**Data extracts:**

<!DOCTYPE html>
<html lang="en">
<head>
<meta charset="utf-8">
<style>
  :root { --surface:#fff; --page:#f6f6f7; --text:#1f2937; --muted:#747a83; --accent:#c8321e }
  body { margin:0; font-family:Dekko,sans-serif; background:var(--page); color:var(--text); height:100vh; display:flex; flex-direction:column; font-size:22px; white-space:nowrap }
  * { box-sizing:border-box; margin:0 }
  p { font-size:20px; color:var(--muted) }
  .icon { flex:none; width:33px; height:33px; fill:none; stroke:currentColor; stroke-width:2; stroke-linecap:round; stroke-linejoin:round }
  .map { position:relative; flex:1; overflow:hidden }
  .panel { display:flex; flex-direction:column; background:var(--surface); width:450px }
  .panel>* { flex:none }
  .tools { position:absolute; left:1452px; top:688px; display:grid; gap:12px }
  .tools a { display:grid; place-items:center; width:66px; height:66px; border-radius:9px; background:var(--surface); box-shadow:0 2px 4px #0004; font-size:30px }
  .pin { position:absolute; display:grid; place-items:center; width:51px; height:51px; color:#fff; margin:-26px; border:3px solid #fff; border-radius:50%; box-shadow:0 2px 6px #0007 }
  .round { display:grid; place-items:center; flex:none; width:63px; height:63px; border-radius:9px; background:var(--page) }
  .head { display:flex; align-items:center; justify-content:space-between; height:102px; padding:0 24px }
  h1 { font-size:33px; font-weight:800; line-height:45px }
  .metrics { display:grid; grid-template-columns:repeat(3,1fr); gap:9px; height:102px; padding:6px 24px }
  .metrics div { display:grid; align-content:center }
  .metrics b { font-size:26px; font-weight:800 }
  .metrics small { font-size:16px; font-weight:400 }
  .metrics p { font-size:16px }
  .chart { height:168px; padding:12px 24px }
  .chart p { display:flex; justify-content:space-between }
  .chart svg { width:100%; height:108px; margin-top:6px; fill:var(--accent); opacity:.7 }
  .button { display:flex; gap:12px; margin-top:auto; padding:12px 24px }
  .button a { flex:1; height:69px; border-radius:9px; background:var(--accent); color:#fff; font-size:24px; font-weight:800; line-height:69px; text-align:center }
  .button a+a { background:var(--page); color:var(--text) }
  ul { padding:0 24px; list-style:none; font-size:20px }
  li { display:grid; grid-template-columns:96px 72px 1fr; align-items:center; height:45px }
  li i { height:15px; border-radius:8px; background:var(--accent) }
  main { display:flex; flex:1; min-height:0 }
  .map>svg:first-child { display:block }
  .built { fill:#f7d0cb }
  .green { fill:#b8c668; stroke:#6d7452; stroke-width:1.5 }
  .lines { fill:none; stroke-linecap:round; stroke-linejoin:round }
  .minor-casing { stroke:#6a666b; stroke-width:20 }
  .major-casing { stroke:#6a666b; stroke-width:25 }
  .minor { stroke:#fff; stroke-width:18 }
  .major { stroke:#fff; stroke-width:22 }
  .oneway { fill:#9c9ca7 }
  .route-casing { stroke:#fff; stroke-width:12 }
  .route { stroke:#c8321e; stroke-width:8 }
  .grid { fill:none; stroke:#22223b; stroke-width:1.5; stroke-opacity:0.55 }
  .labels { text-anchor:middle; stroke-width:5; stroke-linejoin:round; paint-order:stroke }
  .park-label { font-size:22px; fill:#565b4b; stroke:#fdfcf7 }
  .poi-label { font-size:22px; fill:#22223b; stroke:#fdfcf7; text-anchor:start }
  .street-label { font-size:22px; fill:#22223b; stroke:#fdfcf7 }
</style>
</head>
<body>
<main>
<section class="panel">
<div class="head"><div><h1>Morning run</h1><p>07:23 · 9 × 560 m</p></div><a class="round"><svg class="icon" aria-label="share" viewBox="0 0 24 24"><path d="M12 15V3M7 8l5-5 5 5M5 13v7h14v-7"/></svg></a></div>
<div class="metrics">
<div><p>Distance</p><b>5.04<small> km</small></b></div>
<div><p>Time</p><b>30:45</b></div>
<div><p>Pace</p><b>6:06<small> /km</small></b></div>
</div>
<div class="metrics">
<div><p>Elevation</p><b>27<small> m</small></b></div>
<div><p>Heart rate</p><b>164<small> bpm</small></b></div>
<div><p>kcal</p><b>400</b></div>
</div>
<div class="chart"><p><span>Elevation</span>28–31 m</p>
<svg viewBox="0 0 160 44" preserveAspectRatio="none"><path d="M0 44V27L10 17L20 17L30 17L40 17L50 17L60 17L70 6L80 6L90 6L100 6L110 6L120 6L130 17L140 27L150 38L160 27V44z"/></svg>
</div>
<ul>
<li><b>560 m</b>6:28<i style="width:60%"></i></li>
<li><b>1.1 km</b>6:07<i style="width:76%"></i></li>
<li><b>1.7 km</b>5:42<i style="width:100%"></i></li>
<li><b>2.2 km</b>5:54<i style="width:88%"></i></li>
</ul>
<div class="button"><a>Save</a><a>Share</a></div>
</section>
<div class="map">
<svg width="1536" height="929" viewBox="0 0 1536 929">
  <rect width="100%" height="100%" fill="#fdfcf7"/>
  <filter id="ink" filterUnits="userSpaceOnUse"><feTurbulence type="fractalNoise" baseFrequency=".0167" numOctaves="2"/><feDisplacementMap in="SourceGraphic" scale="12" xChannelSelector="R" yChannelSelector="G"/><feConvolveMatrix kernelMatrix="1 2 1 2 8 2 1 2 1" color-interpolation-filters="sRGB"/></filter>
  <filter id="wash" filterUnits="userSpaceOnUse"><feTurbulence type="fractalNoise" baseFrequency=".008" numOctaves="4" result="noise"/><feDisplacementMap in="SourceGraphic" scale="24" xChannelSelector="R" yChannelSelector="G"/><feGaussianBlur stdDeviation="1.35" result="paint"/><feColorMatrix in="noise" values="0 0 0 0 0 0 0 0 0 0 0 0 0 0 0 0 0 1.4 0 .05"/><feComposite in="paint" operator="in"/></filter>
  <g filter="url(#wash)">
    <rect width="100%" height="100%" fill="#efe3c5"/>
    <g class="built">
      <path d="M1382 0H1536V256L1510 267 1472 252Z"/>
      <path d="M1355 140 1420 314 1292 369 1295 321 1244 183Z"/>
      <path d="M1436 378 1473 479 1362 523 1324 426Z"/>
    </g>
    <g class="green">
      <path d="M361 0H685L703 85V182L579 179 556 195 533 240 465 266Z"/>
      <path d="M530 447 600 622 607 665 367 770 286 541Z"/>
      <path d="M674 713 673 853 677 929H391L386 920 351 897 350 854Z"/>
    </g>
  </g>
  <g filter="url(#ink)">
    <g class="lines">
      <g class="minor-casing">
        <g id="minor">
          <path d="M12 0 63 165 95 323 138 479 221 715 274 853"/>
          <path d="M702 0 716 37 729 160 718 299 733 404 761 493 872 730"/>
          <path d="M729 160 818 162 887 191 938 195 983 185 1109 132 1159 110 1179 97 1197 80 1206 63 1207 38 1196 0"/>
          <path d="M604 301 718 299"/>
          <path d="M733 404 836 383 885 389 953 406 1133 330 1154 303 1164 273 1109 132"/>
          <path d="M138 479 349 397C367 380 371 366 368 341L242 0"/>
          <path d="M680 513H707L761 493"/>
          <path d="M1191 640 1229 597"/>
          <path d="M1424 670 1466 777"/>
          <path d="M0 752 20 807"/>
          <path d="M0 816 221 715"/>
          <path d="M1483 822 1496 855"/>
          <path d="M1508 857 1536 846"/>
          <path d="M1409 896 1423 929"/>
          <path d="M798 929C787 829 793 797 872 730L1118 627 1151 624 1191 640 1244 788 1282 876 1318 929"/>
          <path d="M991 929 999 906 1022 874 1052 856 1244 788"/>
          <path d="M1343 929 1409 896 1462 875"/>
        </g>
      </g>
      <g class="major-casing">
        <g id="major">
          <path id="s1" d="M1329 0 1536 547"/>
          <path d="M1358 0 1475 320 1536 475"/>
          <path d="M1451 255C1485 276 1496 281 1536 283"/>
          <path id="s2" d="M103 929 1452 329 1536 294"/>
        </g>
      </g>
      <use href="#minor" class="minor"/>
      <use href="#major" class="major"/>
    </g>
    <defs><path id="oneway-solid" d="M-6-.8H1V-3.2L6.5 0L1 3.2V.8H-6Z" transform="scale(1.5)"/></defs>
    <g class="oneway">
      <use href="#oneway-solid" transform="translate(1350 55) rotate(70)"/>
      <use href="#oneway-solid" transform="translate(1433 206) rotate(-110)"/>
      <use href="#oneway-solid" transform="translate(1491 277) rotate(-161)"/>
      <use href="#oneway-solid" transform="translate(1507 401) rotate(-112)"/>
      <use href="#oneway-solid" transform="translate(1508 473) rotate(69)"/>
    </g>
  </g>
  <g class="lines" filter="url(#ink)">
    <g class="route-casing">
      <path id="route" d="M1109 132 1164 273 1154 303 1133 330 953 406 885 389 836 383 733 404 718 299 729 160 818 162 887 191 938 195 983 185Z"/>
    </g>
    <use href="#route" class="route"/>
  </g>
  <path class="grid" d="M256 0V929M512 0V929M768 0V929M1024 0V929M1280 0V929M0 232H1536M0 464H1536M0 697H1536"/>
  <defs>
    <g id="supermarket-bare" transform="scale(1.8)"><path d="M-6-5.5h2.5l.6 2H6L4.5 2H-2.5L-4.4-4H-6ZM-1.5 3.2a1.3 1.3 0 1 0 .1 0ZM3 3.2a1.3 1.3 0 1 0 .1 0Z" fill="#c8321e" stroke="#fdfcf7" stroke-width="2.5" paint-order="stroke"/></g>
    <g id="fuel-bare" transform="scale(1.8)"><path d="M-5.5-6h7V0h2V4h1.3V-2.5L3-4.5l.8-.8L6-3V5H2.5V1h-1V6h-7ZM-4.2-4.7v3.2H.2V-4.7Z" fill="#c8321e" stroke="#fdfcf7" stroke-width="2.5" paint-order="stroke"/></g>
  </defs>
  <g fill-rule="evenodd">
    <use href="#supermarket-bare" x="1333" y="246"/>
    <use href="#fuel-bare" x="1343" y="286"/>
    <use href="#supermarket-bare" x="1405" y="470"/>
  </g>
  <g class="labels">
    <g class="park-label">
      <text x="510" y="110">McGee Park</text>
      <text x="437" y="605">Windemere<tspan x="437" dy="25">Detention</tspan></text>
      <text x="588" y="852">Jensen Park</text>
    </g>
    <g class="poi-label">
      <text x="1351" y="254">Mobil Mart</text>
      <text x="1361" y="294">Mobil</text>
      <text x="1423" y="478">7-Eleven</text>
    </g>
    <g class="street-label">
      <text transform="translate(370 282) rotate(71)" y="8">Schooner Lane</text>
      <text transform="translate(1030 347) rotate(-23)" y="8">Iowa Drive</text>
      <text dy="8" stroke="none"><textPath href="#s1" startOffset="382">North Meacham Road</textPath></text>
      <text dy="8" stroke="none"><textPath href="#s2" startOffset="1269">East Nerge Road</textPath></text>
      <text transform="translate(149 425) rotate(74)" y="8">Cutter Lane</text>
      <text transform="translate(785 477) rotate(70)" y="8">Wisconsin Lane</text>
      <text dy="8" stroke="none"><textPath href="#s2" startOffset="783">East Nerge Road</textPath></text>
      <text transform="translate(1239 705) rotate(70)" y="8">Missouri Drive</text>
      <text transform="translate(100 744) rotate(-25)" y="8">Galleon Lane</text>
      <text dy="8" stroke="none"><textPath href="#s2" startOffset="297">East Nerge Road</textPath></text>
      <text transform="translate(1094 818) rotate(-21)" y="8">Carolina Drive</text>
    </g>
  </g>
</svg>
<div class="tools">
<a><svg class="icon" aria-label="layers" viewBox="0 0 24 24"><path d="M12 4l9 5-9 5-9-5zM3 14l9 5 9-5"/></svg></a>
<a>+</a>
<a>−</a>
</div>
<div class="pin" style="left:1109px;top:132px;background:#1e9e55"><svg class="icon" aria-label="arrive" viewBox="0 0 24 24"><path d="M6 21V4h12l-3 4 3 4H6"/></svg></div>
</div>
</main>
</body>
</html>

**Try it:**
Copy every line of the data that holds the string "direction".

**Answer for the task:**
  body { margin:0; font-family:Dekko,sans-serif; background:var(--page); color:var(--text); height:100vh; display:flex; flex-direction:column; font-size:22px; white-space:nowrap }
  .panel { display:flex; flex-direction:column; background:var(--surface); width:450px }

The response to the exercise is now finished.